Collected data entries
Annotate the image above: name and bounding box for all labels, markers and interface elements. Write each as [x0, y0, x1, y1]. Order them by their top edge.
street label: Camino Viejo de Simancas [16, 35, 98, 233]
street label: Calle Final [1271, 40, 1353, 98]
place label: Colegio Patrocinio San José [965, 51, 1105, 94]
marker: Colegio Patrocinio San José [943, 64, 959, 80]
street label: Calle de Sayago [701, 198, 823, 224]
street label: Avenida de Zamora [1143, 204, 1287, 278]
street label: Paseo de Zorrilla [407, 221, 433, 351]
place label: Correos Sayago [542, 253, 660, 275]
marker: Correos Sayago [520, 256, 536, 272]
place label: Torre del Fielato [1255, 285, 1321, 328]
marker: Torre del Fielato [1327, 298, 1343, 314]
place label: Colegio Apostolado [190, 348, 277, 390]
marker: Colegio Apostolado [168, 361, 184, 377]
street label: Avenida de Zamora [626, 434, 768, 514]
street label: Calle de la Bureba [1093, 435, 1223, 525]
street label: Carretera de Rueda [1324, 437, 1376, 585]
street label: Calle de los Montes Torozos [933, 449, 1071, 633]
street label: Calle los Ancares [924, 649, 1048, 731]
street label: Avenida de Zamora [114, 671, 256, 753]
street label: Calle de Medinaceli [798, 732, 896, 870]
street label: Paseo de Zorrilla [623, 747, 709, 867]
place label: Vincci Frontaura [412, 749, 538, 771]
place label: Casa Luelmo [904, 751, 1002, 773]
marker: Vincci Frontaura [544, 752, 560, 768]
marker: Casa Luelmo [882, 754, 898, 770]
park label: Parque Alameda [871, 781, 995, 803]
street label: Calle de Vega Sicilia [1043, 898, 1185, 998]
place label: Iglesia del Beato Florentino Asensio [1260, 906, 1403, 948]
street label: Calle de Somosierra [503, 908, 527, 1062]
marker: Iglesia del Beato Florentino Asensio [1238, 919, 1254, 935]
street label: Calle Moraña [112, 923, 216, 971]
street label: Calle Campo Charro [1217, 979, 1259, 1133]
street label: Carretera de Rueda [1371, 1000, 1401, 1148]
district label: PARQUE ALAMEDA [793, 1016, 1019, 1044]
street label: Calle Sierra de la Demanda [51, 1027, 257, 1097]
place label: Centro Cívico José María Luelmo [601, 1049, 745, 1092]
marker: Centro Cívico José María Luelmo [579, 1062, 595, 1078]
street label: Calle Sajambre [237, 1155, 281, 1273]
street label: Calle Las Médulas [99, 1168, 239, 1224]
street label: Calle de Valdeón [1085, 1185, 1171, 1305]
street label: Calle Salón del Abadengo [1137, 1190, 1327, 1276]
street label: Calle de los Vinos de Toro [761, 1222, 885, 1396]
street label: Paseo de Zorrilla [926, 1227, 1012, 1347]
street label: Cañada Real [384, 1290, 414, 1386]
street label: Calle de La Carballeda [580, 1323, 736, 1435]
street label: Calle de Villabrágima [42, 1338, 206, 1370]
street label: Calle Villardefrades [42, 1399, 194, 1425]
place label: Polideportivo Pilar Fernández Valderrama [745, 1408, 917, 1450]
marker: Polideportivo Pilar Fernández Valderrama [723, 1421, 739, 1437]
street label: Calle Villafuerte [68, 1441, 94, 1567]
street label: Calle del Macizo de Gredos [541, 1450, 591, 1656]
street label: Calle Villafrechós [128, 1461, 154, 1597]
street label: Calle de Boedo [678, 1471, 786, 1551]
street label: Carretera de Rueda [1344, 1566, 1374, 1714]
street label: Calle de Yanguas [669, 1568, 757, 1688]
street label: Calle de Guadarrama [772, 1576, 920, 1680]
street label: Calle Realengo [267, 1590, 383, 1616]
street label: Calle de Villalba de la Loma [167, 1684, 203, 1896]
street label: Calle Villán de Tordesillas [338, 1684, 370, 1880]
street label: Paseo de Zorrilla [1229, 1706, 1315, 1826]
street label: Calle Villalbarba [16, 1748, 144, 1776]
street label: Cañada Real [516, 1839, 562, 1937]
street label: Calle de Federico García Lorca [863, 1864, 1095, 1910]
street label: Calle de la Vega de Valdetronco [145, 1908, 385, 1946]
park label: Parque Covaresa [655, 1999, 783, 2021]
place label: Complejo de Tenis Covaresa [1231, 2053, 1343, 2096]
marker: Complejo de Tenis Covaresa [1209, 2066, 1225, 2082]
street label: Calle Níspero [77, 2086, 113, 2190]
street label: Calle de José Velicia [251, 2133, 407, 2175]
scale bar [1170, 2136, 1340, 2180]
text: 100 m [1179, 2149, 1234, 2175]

**Problem statement:**
Where a line of the records above holds the word "Frontaura", copy that line.

**Response to this exercise:**
place label: Vincci Frontaura [412, 749, 538, 771]
marker: Vincci Frontaura [544, 752, 560, 768]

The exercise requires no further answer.